## [Directions for this task]
Going through the data below, copy out each line where the word "Caddesi" shows up.

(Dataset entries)
· · · · ·

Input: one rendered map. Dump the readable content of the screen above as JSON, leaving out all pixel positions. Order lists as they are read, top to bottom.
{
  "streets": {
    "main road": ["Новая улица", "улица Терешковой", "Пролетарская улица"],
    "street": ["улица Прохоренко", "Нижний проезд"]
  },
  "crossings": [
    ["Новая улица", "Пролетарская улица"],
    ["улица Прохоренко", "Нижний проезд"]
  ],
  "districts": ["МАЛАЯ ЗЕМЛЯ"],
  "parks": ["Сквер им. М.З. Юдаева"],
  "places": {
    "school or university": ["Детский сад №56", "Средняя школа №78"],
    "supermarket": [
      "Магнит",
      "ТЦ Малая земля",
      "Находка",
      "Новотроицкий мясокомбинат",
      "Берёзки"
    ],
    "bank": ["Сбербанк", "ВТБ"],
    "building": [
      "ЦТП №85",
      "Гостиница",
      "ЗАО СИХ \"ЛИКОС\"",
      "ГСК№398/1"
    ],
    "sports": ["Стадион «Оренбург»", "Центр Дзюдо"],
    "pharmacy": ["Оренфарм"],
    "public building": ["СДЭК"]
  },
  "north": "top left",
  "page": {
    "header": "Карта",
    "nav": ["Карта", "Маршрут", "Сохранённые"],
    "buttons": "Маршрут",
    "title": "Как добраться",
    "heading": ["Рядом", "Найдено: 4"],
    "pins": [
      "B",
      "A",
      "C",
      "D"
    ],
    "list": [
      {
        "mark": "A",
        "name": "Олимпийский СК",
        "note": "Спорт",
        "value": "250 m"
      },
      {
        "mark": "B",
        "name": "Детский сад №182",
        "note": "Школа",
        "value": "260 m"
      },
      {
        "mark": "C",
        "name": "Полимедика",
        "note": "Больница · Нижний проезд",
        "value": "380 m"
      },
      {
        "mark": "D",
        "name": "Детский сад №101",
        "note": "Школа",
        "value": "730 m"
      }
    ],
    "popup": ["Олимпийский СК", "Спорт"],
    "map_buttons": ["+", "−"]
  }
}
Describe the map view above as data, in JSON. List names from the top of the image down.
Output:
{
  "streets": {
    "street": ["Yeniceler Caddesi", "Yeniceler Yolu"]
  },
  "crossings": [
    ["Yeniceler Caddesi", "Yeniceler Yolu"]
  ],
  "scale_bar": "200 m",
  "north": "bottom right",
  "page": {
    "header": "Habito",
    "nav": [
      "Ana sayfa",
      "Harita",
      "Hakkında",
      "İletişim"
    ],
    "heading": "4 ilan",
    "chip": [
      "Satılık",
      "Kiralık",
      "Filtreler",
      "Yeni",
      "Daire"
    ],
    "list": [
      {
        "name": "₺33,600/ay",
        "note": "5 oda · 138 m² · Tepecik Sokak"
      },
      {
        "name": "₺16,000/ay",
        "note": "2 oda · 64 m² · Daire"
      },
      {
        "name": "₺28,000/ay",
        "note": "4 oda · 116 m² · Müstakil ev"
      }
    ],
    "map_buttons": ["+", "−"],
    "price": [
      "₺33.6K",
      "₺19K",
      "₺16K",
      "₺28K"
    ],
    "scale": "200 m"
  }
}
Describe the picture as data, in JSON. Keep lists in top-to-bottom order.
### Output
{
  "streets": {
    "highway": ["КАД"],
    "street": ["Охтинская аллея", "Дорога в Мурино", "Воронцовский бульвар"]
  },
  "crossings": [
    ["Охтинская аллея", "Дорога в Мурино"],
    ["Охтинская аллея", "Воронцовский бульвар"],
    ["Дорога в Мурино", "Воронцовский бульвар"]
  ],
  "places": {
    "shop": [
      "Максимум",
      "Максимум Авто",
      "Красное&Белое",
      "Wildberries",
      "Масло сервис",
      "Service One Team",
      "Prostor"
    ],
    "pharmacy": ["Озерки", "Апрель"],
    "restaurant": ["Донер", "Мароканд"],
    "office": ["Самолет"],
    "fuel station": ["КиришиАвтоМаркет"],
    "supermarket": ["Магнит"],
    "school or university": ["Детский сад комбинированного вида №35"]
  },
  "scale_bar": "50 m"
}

· · · · ·

## [Reply to the task]
    "street": ["Yeniceler Caddesi", "Yeniceler Yolu"]
    ["Yeniceler Caddesi", "Yeniceler Yolu"]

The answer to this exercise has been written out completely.